> ASSIGNED TASK: Find every line below with the word "PEDRO" in it, and copy each one.

> INFORMATION SUPPLIED:
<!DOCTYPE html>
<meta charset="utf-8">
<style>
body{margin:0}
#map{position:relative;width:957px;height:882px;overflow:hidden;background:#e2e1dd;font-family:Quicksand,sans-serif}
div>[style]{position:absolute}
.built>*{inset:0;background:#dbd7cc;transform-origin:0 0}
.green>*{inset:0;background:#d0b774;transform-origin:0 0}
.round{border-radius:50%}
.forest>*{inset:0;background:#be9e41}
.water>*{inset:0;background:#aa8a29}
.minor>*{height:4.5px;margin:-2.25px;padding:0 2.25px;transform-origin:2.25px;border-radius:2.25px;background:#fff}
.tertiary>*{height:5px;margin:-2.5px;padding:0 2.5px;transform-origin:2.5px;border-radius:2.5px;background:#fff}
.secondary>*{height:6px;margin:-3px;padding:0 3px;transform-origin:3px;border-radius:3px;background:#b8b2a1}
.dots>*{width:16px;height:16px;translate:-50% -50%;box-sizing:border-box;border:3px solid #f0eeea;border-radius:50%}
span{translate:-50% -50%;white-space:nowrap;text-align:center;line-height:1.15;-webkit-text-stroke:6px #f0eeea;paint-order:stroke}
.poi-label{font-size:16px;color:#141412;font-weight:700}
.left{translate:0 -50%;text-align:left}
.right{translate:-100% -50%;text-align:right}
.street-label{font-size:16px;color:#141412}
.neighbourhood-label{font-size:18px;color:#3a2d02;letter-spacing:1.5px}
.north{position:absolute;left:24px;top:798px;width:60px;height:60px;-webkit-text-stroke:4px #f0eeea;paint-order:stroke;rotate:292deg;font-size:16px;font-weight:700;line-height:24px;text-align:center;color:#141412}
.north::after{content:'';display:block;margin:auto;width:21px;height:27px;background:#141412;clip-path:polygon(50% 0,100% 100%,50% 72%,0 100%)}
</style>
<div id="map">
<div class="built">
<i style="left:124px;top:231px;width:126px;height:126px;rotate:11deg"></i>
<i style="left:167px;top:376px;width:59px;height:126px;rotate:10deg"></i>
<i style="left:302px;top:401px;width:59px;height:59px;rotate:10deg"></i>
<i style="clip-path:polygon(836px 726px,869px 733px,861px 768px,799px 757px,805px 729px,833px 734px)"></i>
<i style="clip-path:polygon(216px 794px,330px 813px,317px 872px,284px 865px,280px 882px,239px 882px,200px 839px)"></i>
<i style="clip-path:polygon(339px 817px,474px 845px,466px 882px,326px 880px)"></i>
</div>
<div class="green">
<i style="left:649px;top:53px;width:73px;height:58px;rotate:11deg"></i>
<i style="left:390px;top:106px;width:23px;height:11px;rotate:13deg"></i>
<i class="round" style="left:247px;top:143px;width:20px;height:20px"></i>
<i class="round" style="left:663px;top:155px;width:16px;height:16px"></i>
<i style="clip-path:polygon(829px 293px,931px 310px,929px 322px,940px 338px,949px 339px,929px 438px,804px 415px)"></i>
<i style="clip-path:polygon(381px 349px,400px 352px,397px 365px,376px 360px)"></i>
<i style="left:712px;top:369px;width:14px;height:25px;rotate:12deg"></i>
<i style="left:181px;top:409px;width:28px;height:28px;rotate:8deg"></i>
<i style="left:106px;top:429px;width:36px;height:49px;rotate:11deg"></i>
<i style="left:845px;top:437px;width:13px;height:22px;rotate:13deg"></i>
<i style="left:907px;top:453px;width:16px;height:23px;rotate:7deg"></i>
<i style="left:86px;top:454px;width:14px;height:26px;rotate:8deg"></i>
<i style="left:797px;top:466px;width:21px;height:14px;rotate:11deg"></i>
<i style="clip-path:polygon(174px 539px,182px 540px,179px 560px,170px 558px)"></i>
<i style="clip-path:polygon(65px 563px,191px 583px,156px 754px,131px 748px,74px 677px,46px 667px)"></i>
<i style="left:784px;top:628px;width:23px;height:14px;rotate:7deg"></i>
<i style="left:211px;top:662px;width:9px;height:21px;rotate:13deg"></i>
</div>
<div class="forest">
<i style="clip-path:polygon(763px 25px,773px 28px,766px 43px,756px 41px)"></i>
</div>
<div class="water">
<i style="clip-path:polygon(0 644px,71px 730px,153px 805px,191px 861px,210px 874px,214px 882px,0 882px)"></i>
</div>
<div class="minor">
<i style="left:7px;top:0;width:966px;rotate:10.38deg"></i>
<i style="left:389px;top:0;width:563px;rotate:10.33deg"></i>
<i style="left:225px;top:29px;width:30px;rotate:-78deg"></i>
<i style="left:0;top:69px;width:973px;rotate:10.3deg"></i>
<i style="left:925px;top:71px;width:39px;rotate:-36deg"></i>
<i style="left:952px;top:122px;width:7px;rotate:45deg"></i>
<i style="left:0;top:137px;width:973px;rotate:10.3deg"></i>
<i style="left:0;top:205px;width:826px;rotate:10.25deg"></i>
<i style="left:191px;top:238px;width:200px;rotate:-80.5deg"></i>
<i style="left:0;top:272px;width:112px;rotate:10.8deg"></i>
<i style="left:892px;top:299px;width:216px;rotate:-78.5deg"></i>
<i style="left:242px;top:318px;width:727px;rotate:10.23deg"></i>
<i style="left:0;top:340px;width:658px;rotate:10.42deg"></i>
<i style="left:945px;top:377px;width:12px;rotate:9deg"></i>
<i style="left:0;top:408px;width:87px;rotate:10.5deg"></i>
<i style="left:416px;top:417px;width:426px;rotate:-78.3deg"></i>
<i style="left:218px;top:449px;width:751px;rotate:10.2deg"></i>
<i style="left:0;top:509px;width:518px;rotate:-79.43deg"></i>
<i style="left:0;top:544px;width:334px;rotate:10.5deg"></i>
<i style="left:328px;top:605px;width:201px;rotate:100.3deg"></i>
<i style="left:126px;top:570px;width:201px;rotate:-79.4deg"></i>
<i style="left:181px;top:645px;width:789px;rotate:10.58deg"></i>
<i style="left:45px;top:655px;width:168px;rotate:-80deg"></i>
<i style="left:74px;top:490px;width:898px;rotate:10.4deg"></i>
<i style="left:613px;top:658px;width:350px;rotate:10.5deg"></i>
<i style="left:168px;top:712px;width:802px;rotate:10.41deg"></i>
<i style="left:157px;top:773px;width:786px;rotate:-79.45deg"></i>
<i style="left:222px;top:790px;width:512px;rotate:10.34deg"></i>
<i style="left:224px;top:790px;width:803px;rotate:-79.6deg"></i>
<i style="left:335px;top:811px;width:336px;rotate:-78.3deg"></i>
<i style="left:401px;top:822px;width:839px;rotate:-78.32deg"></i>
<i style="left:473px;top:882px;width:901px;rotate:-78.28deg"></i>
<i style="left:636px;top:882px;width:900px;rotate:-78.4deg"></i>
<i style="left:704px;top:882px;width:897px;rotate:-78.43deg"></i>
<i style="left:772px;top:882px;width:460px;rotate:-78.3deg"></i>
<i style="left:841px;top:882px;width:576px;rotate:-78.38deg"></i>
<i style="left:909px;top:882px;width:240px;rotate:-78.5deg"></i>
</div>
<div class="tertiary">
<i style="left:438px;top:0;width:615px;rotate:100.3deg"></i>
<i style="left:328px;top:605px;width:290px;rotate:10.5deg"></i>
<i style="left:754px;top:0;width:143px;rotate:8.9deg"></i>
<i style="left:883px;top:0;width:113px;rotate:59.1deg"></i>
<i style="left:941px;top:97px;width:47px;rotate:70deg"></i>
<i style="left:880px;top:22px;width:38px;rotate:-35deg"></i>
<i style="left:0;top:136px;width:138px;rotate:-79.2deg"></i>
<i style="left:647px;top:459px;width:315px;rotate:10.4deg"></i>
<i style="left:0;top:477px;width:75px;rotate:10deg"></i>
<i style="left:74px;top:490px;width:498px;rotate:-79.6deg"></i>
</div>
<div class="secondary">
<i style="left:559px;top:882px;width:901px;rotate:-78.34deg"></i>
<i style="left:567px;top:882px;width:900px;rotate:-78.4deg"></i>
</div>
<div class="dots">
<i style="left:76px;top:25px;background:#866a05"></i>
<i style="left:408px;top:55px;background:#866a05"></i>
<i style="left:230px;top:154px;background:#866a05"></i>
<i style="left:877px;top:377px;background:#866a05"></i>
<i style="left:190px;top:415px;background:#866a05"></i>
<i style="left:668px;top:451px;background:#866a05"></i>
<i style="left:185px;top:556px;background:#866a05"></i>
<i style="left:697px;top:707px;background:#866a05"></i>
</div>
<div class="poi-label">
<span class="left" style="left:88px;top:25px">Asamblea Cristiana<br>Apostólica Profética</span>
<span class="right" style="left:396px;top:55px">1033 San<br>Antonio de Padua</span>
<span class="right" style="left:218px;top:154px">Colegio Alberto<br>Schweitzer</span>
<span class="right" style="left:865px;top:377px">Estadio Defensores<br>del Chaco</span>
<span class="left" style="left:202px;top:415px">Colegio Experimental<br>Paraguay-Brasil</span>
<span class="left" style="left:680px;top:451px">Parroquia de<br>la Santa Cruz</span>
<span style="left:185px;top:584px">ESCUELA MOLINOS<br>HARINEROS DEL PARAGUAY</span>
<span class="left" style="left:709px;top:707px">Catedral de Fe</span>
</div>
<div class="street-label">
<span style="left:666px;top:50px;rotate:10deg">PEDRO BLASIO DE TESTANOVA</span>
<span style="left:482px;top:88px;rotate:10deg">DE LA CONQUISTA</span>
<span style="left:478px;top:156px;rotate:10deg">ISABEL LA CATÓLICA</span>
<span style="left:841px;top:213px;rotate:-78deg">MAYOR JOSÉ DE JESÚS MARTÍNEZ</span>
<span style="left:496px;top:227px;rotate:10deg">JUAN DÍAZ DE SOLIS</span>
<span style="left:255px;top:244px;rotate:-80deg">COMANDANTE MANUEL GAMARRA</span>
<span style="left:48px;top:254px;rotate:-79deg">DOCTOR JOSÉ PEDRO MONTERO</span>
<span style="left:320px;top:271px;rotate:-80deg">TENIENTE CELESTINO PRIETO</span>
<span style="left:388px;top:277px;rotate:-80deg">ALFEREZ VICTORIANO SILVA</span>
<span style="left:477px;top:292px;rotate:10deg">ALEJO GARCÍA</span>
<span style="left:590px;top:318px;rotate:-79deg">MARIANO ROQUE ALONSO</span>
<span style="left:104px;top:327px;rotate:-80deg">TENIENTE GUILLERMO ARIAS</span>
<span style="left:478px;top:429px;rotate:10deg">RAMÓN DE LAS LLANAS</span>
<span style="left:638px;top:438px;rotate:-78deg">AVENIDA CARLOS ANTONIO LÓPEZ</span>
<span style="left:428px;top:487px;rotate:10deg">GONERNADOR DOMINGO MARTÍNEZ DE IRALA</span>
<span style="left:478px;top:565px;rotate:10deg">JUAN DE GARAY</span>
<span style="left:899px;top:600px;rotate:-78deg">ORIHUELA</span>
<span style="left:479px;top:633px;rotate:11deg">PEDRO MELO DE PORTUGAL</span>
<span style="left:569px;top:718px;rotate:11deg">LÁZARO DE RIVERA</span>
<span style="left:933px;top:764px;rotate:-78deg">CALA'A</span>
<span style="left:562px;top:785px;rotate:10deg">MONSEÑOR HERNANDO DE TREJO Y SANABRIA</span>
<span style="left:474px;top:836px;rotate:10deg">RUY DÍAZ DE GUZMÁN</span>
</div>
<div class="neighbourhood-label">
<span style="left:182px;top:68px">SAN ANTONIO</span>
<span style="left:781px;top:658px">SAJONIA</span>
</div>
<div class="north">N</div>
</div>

> ANSWER TO THE EXERCISE:
<span style="left:666px;top:50px;rotate:10deg">PEDRO BLASIO DE TESTANOVA</span>
<span style="left:48px;top:254px;rotate:-79deg">DOCTOR JOSÉ PEDRO MONTERO</span>
<span style="left:479px;top:633px;rotate:11deg">PEDRO MELO DE PORTUGAL</span>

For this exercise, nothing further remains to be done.